Zou het waar zijn? Iedere metafoor — en ziekte is een van de geduchtste metaforen — moet zichzelf steeds opnieuw bewijzen. Op grond van het goedgekozen beeld is ze nooit zomaar geldig. Daarover beslist het verband van de feiten, niet van de beelden.

Maar met de dood voor ogen heeft Nancy recht van spreken. Voor wie het over het vreemde in zichzelf heeft, maakt het verschil dat er in de eigen borst een indringer klopt. Niet dat de zaak er daardoor gemakkelijker op wordt. We zijn nog lang niet klaar voor al de vragen die opdoemen wanneer de wereld, en ons lichaam daarin, een patchwork wordt, schrijft Nancy.

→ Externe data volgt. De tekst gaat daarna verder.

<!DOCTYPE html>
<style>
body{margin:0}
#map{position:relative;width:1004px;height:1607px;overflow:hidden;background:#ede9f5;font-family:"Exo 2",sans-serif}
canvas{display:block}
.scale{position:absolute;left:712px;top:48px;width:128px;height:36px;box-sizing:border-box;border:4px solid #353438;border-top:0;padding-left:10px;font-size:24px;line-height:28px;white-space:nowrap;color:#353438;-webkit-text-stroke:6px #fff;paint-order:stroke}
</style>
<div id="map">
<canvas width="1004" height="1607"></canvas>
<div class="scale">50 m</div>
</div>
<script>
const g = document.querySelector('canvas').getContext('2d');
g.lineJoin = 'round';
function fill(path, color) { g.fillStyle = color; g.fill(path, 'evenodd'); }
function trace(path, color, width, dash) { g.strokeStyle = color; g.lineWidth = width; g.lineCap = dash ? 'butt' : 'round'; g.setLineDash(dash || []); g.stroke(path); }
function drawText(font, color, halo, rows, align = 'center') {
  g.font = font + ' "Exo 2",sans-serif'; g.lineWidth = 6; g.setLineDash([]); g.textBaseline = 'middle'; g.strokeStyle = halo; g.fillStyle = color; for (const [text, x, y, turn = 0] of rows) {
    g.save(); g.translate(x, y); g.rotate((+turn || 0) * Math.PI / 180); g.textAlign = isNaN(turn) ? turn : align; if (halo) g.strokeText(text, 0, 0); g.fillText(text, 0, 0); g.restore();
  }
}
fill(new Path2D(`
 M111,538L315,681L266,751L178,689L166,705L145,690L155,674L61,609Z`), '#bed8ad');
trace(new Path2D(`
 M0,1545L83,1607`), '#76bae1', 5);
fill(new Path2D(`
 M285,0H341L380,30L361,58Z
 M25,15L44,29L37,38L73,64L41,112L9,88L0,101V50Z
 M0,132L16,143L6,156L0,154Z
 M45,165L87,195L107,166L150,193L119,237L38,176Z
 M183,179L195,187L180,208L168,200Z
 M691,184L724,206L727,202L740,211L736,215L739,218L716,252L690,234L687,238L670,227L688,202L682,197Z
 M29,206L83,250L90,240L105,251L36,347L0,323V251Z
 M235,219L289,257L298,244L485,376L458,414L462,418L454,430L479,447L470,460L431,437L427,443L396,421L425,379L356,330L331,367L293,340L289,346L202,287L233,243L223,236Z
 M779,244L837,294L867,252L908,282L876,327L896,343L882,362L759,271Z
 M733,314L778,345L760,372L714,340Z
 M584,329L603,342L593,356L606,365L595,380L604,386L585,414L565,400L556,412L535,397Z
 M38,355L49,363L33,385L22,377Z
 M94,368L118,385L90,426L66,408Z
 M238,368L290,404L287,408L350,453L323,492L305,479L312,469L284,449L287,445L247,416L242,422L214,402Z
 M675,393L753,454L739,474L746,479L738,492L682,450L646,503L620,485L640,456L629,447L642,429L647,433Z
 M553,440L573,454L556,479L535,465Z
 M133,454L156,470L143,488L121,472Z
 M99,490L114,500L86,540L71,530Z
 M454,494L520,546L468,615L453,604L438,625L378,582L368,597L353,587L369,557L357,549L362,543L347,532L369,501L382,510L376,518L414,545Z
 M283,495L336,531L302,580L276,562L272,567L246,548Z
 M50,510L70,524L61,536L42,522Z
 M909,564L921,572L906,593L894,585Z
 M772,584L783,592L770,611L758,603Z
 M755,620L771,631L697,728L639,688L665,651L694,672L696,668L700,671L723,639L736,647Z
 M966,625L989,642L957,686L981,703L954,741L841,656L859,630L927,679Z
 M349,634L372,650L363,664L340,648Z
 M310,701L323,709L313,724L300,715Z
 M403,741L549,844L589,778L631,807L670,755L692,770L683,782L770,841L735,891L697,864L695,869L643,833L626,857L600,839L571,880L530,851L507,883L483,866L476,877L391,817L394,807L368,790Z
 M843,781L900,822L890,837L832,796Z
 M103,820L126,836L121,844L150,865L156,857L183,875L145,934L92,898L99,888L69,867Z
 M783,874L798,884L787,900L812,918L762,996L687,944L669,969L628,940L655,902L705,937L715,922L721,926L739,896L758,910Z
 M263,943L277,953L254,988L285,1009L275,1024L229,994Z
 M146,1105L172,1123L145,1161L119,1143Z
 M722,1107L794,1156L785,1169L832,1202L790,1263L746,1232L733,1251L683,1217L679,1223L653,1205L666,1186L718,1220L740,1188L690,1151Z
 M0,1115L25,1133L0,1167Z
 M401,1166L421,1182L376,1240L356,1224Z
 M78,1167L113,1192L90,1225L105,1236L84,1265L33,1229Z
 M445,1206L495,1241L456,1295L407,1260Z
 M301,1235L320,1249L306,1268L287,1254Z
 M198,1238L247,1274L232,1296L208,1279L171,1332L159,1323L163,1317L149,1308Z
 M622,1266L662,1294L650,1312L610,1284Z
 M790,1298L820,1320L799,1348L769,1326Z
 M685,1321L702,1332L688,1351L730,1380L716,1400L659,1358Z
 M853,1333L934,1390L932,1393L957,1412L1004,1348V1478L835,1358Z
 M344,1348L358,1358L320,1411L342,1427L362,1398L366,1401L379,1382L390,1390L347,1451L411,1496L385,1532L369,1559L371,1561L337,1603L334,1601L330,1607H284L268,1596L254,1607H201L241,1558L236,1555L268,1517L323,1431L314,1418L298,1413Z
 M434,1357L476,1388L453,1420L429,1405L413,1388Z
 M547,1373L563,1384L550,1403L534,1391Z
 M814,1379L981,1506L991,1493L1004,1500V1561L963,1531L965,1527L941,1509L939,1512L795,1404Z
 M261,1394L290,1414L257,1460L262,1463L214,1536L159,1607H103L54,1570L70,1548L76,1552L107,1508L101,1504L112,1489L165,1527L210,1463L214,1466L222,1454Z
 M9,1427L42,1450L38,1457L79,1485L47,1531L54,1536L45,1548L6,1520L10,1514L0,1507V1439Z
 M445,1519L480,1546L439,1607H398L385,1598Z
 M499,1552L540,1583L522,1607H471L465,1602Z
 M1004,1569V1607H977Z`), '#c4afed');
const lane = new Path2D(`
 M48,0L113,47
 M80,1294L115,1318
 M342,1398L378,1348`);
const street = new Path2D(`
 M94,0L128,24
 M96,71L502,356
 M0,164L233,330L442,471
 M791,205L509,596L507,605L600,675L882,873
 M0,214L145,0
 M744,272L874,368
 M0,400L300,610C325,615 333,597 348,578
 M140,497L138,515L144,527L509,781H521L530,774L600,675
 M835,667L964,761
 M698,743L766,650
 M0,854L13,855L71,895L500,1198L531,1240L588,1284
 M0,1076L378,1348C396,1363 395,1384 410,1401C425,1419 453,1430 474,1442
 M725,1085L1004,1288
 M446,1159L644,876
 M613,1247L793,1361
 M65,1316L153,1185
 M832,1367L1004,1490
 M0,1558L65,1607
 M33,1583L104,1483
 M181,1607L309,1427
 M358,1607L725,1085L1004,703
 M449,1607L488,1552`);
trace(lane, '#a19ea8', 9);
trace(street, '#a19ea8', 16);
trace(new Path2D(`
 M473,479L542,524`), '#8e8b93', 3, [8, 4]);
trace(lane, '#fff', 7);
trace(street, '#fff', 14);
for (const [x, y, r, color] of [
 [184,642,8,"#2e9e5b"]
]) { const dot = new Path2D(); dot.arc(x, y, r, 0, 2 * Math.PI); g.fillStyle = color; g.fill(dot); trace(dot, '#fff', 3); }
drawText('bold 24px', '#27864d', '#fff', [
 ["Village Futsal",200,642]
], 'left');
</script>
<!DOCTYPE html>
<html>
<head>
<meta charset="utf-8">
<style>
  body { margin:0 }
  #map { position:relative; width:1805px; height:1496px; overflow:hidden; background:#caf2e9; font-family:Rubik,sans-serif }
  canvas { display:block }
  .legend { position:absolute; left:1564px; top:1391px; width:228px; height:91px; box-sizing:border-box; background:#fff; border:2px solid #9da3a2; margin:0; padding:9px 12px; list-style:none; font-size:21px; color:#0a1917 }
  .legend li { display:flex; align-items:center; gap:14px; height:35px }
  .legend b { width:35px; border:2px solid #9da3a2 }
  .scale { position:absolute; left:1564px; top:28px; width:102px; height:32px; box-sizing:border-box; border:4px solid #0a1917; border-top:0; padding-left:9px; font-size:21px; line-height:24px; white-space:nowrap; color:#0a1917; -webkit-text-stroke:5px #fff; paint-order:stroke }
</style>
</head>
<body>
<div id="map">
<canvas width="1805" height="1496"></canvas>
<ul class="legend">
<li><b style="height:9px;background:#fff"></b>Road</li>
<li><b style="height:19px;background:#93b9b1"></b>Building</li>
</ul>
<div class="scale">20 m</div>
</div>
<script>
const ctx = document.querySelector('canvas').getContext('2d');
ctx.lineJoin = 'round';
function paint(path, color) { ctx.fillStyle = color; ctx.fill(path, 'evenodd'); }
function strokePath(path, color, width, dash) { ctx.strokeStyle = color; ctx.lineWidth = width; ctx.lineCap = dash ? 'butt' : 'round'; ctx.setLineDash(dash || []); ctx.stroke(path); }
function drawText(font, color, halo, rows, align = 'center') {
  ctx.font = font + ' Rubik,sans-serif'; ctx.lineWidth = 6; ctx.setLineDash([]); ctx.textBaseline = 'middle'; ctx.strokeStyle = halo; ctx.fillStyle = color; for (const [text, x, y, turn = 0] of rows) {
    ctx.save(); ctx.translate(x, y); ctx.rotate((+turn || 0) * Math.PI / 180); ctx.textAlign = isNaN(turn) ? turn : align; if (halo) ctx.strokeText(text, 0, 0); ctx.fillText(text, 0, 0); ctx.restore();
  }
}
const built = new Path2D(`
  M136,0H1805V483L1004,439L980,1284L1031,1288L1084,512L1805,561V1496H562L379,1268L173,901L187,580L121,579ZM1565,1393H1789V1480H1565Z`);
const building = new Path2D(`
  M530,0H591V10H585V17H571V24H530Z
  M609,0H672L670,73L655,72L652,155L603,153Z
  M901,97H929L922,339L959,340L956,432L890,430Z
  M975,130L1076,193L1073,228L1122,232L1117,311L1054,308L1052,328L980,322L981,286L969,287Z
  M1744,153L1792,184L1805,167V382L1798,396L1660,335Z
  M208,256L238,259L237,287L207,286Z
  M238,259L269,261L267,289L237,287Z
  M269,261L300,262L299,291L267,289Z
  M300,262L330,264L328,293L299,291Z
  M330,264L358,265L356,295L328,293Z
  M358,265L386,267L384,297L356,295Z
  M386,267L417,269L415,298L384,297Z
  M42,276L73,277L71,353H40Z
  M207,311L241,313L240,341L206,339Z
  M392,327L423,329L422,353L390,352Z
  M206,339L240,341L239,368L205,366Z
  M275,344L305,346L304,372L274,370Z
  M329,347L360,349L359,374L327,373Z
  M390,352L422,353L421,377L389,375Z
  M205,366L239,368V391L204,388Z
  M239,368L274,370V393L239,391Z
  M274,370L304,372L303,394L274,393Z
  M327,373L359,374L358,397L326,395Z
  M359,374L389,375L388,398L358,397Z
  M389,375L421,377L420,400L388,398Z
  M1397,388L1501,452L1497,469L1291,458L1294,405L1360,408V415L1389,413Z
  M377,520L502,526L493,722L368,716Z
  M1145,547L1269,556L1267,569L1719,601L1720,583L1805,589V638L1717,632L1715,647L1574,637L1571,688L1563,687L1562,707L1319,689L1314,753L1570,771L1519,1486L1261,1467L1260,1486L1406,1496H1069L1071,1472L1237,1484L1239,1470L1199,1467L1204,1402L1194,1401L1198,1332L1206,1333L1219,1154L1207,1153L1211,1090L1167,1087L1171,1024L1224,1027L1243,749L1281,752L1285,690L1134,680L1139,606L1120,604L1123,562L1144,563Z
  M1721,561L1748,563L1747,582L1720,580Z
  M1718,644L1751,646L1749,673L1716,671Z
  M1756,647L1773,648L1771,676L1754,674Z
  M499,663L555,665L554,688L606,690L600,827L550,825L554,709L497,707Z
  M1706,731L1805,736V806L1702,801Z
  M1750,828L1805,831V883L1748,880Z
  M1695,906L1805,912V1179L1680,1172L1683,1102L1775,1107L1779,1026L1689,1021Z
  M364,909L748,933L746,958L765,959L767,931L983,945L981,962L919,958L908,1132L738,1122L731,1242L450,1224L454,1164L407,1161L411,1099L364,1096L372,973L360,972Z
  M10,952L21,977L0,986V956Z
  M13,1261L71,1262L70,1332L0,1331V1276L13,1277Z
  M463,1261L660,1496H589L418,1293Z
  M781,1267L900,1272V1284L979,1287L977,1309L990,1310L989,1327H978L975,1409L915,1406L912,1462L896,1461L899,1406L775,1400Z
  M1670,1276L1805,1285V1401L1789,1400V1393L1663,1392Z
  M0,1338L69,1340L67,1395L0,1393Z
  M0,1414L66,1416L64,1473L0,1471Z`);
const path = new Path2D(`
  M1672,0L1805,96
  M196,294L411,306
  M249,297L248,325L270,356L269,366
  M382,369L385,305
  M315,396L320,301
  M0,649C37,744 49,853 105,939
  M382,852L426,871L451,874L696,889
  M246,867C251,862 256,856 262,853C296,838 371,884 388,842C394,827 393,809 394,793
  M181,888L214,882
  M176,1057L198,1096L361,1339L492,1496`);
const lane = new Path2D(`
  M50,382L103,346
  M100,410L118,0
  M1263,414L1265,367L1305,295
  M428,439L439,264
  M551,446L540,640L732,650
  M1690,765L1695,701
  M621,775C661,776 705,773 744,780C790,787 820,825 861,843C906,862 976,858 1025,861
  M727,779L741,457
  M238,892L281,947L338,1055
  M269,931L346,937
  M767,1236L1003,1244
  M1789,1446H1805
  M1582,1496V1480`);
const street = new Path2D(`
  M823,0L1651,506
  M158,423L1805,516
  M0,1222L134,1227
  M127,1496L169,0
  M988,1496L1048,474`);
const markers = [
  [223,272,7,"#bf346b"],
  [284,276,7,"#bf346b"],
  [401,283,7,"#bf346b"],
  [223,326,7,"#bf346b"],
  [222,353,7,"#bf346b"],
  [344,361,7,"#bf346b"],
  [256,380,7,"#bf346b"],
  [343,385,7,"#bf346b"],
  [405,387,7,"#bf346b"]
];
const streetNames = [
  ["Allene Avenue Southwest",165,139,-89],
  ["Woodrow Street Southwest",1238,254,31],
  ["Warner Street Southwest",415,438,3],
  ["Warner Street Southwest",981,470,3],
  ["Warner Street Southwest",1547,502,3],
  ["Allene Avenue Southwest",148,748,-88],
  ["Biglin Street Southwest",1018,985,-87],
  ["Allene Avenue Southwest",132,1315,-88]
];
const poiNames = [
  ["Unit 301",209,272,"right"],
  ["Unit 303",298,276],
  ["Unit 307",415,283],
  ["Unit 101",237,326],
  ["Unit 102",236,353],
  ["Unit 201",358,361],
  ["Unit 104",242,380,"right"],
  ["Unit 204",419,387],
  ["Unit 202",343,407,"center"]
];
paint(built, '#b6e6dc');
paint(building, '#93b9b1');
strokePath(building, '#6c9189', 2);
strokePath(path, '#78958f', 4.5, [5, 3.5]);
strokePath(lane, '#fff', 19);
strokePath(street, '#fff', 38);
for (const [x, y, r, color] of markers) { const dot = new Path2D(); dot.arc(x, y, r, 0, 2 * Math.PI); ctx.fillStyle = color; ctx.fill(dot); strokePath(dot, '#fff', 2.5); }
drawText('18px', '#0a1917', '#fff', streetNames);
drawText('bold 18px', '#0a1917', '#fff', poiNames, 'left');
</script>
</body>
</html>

Misschien was zijn moede hart een filosofische zegen. Het heeft zijn werk dringend en zijn schrijven productief gemaakt. Net zoals dat gebeurde bij Nietzsche, die van zijn wil tot gezondheid zijn filosofie maakte, en bij Kant, die zijn grote boeken pas schreef toen hij nog maar weinig tijd had. Filosofie moet een urgentiegeval worden om ertoe te doen. Een ingebeelde ziekte of een aanleg tot hypochondrie is daarvoor helaas onvoldoende. Wat echt is, blijft het laatste criterium van wat overtuigt. Achter de metafoor en het beeld schuilt altijd en onverbiddelijk de wereld, die de doorslag geeft.

Nancy had zijn eerste in het Nederlands verschenen boek hier willen komen presenteren. De bijeenkomst moest worden afgelast. Hij werd ziek.